Beyond their horrendous record of human rights abuses and a complete suppression of democracy, China has weapons of mass destruction - lots and lots of them. And they routinely threaten their neighbors, particularly a free and democratic Taiwan, one of our closest allies. This is the kind of thing they have been saying for years:The Taiwan leaders have before them two roads: one is to pull back immediately from their dangerous lurch towards independence ... The other is to keep following their separatist agenda to cut Taiwan from the rest of China, and in the end, meet their own destruction by playing with fire....So what accounts for the fundamentally different treatment we give to China and Iran -- two countries which themselves have a fairly close relationship, tolerate little dissent, offer little democratic freedom or liberty to their citizens, and issue threats of militarism and aggression against some of their neighbors? If anything, one could make a quite reasonable argument that an Iranian citizen has more liberty and more democratic participation in their government than does a Chinese citizen -- supposedly one of the primary, if not the primary, criteria for how we measure the threat-level posed by another country.

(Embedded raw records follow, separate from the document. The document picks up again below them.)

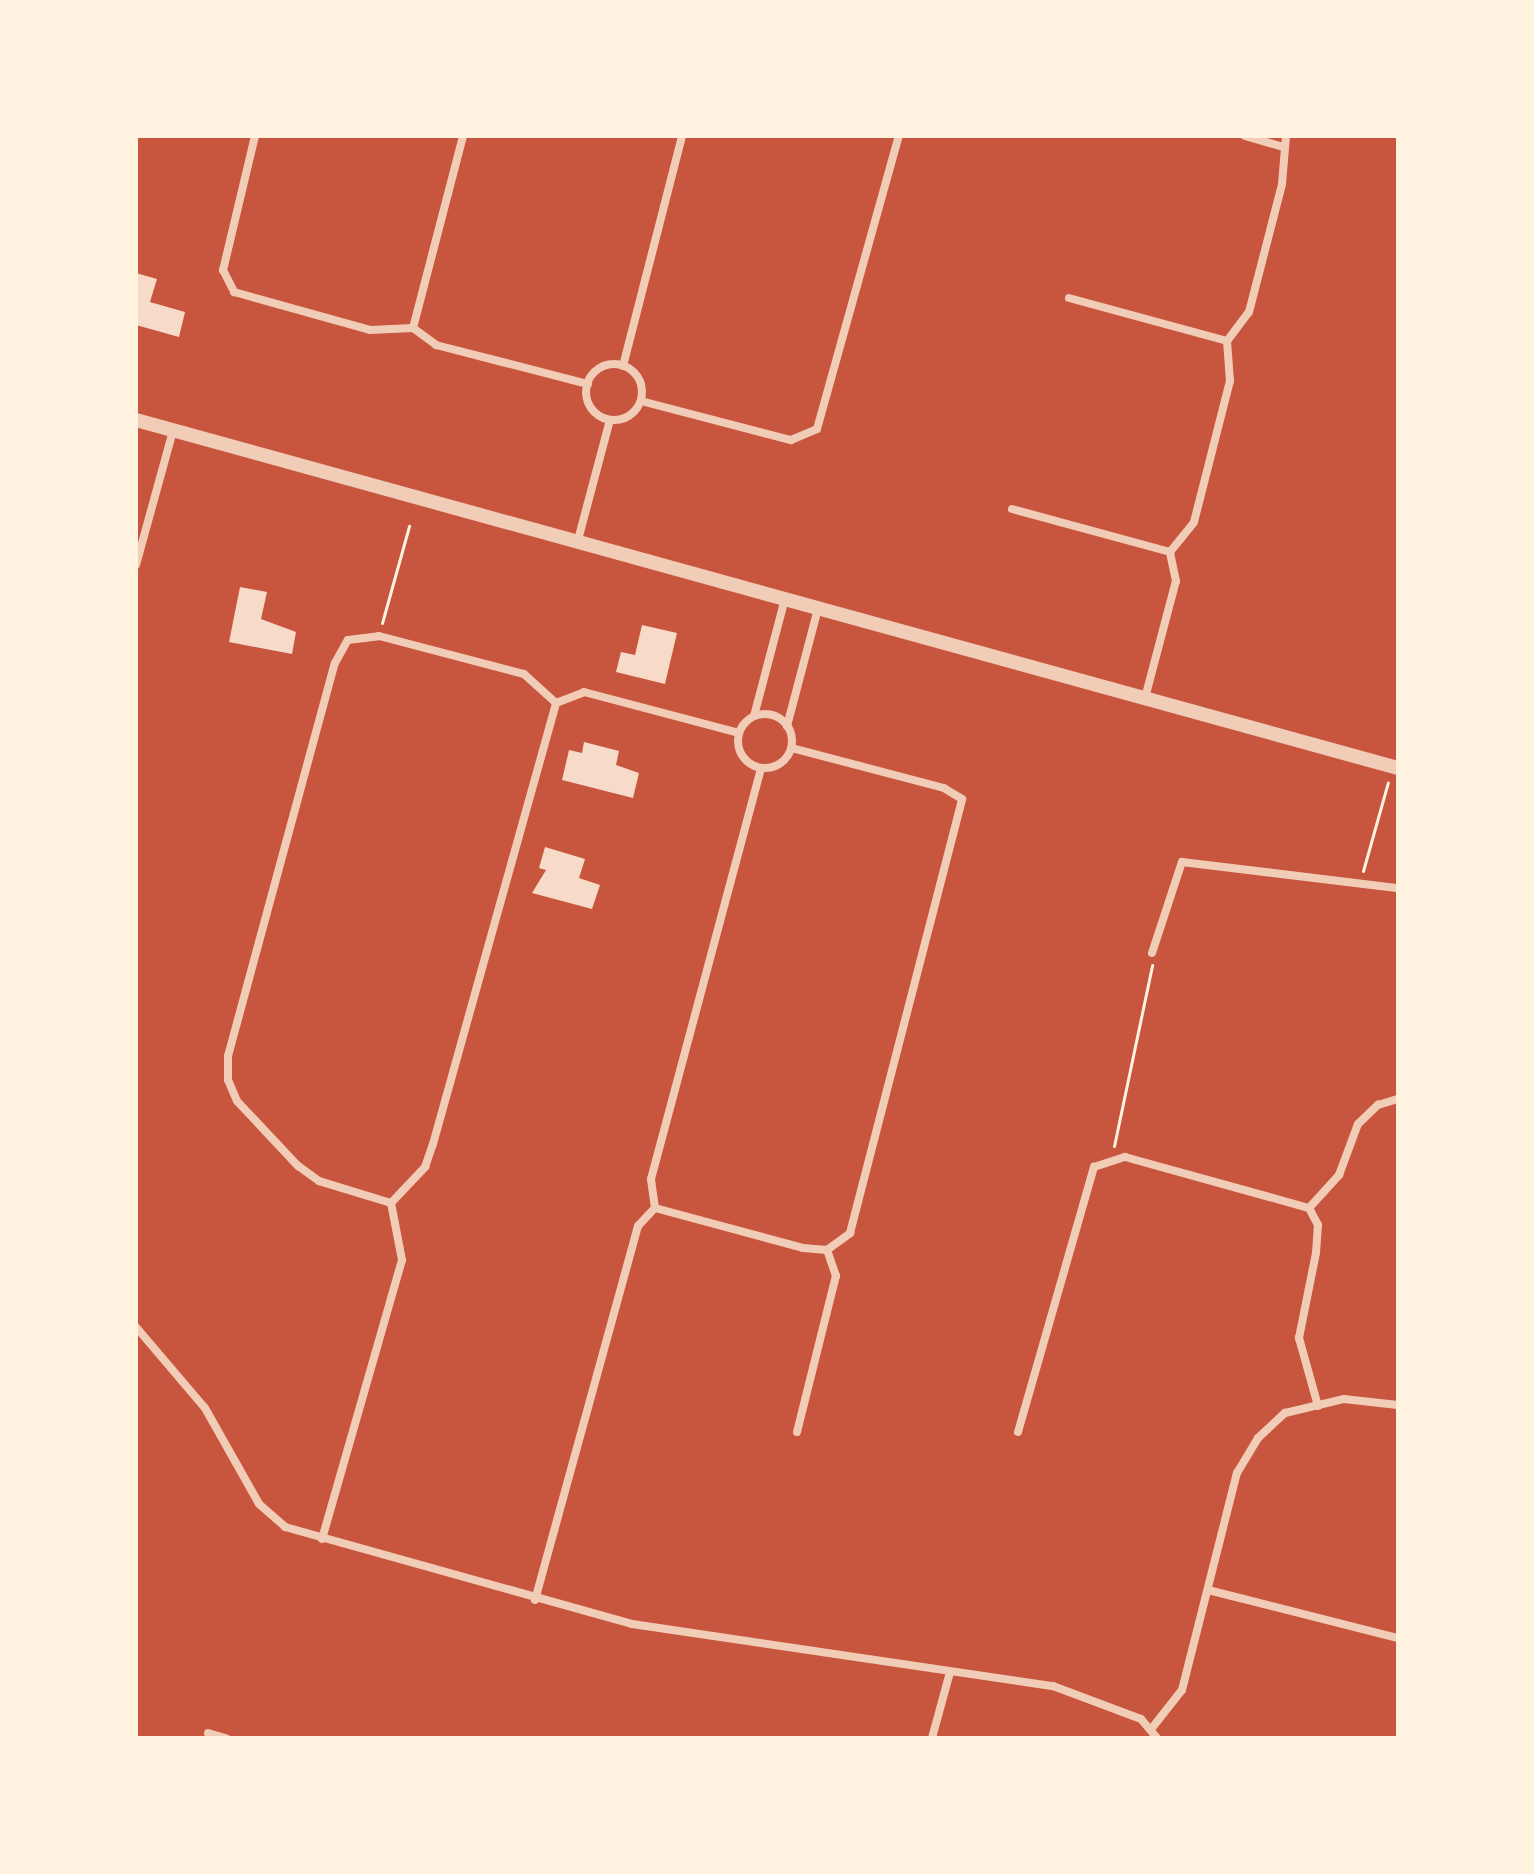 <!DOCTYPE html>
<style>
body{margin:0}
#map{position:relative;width:1534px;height:1874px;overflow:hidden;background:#c8553d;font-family:"Nunito Sans",sans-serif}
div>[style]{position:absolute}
.building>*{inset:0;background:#f7dbc8}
.path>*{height:3px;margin:-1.5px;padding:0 1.5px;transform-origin:1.5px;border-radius:1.5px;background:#fff3e0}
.minor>*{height:8px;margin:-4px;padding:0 4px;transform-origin:4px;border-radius:4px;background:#f1ccb7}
.minor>.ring{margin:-4px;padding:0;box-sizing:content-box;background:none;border:8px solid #f1ccb7;border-radius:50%}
.tertiary>*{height:14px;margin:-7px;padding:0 7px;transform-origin:7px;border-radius:7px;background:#f1ccb7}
span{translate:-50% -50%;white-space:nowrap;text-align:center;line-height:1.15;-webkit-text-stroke:8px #fff3e0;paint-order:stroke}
.frame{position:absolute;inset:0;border:138px solid #fff3e0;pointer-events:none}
</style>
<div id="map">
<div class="building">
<i style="clip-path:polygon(136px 273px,157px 279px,150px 302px,185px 312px,179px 337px,136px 325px)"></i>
<i style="clip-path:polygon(240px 587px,267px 592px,261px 619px,296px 632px,292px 654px,229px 642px)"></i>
<i style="clip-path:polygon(642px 625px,677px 633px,665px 684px,616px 672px,621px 652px,635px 655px)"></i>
<i style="clip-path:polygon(584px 742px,619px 751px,616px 765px,639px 773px,633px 798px,562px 780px,569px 750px,582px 753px)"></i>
<i style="clip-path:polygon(545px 847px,585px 859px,579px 878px,600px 885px,592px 909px,532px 893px,546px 870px,539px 868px)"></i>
</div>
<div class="path">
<i style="left:382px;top:623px;width:101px;rotate:-74.4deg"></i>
<i style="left:1363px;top:871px;width:92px;rotate:-74.3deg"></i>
<i style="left:1114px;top:1146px;width:185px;rotate:-78.1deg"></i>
</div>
<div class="minor">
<i style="left:255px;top:136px;width:138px;rotate:103.4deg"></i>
<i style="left:223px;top:270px;width:25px;rotate:63deg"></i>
<i style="left:234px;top:292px;width:141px;rotate:15.6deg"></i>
<i style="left:370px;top:330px;width:43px;rotate:-2.7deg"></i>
<i style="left:413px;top:328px;width:29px;rotate:36deg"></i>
<i style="left:436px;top:345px;width:157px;rotate:14.4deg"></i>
<i style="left:1245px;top:136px;width:37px;rotate:16deg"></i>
<i style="left:1069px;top:298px;width:164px;rotate:15.2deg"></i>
<i style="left:413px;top:328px;width:198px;rotate:-75.4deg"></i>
<i class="ring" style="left:586px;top:364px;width:48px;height:48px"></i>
<i style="left:623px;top:366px;width:237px;rotate:-75.6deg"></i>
<i style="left:641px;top:401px;width:155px;rotate:14.6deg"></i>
<i style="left:791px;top:440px;width:28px;rotate:-23deg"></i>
<i style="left:817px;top:429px;width:304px;rotate:-74.4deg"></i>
<i style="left:1012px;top:509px;width:164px;rotate:15.2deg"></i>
<i style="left:578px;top:540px;width:124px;rotate:-75.1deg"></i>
<i style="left:136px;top:565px;width:139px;rotate:-74.6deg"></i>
<i style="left:1145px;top:698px;width:121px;rotate:-75.2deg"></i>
<i style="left:1176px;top:581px;width:30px;rotate:-102deg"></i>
<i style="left:1170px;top:552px;width:38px;rotate:-51deg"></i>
<i style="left:1194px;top:522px;width:146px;rotate:-75.7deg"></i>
<i style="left:1230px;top:381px;width:40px;rotate:-94.3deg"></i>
<i style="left:1227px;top:341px;width:36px;rotate:-53deg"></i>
<i style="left:1249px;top:312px;width:132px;rotate:-75.5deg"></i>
<i style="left:1282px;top:184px;width:48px;rotate:-85.2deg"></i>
<i class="ring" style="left:738px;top:714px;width:46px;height:46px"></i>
<i style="left:754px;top:716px;width:121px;rotate:-75.2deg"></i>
<i style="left:787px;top:726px;width:121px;rotate:-75.2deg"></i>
<i style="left:1152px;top:953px;width:96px;rotate:-71.8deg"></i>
<i style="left:1182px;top:862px;width:218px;rotate:6.9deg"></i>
<i style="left:391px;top:1203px;width:75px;rotate:-163deg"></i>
<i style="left:319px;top:1181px;width:26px;rotate:-144deg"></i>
<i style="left:298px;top:1166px;width:89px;rotate:-133.2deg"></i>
<i style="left:237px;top:1101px;width:23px;rotate:-113deg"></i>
<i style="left:228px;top:1080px;width:24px;rotate:-90deg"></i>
<i style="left:228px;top:1056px;width:407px;rotate:-74.8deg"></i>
<i style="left:335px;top:663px;width:26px;rotate:-61deg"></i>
<i style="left:348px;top:640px;width:31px;rotate:-7deg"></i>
<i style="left:379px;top:636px;width:150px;rotate:14.7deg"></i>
<i style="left:524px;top:674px;width:43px;rotate:42.2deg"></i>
<i style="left:655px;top:1208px;width:153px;rotate:15.1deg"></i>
<i style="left:803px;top:1248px;width:24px;rotate:5deg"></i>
<i style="left:827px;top:1250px;width:29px;rotate:-36deg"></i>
<i style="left:850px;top:1233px;width:448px;rotate:-75.5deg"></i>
<i style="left:962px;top:799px;width:21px;rotate:-149deg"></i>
<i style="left:944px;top:788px;width:158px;rotate:-165.3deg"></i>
<i style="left:136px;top:1327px;width:106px;rotate:49.6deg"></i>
<i style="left:205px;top:1408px;width:110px;rotate:60.6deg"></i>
<i style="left:259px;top:1504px;width:35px;rotate:41deg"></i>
<i style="left:285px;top:1527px;width:360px;rotate:15.6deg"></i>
<i style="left:632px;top:1624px;width:426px;rotate:8.4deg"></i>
<i style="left:1053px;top:1686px;width:94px;rotate:20.6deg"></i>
<i style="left:1141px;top:1719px;width:25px;rotate:50deg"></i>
<i style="left:1318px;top:1406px;width:71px;rotate:-105.6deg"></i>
<i style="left:1299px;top:1338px;width:87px;rotate:-78.7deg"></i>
<i style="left:1316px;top:1253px;width:28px;rotate:-86deg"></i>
<i style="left:1318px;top:1225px;width:19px;rotate:-118deg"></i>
<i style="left:1309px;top:1208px;width:45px;rotate:-47.7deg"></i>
<i style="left:1339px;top:1175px;width:54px;rotate:-69.6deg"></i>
<i style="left:1358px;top:1124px;width:28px;rotate:-44deg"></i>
<i style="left:1378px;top:1105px;width:21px;rotate:-17deg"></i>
<i style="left:797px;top:1432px;width:161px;rotate:-76deg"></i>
<i style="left:836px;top:1276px;width:28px;rotate:-109deg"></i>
<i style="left:1018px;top:1432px;width:276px;rotate:-74deg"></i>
<i style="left:1094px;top:1167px;width:33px;rotate:-18deg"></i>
<i style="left:1125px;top:1157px;width:191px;rotate:15.5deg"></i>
<i style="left:322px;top:1539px;width:290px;rotate:-74deg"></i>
<i style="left:402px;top:1260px;width:58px;rotate:-100.9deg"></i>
<i style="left:391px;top:1203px;width:50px;rotate:-46.6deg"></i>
<i style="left:425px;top:1167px;width:24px;rotate:-71deg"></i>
<i style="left:433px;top:1144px;width:458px;rotate:-74.4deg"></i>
<i style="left:556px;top:703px;width:30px;rotate:-21deg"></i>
<i style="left:584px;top:692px;width:160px;rotate:14.8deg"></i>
<i style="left:1208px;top:1590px;width:196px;rotate:14.2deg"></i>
<i style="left:535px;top:1600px;width:388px;rotate:-74.6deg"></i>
<i style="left:638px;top:1226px;width:25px;rotate:-47deg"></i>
<i style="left:655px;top:1208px;width:29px;rotate:-98deg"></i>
<i style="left:651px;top:1179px;width:425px;rotate:-75deg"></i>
<i style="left:1152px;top:1728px;width:48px;rotate:-51.7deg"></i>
<i style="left:1182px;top:1690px;width:224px;rotate:-75.8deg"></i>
<i style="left:1237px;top:1473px;width:41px;rotate:-59deg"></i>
<i style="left:1258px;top:1438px;width:37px;rotate:-43deg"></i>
<i style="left:1285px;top:1413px;width:61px;rotate:-13.3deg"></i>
<i style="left:1344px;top:1399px;width:54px;rotate:6.3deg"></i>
<i style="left:208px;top:1733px;width:19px;rotate:16deg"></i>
<i style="left:932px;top:1738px;width:68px;rotate:-74.7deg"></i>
</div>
<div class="tertiary">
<i style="left:136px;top:420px;width:1309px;rotate:15.42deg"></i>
</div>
<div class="frame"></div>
</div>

So why are we heaping praise on China and developing increasingly productive relations with them, while threatening Iran with invasion and even preemptive nuclear attack? One obvious answer -- that China has nuclear weapons and Iran does not -- surely cannot be the explanation, since to embrace that framework is to send the most dangerous and counterproductive message possible to the nations of the world: obtain nuclear weapons and we will treat you with great respect and civility; fail to obtain such weapons and we will threaten you with invasion and attack you at will.
UPDATE: There's more:
Usually watching CNN with one eye as we blog from our undisclosed location doesn't give us much new fodder, except for the occasional "stuck landing gear" crisis. But today we are aghast at the coverage of Chinese President Hu Jintao at the White House.At an outdoor ceremony, Bush told Hu:
China has become successful because the Chinese people are experience the freedom to buy, and to sell, and to produce -- and China can grow even more successful by allowing the Chinese people the freedom to assemble, to speak freely, and to worship.
Seconds later, one of the people assembled on the White House south lawn actually tried to speak freely right here in America -- about both the lack of free speech and religious freedom in China.
That free-speaking woman was promptly hauled off and arrested:
She shouted in heavily accented English, "President Bush: Stop him from killing" and, "President Bush, stop him from persecuting the Falun Gong."
Bush, standing next to Hu, leaned over and whispered a comment to the Chinese leader, who paused briefly when the shouting began and then resumed his remarks.
The protester was waving a banner with the red and yellow colors used by Falun Gong, a banned religious movement in China. She kept shouting for several minutes before Secret Service uniformed agents were able to make their way to her position at the top of the camera stand. They dragged her off the stand.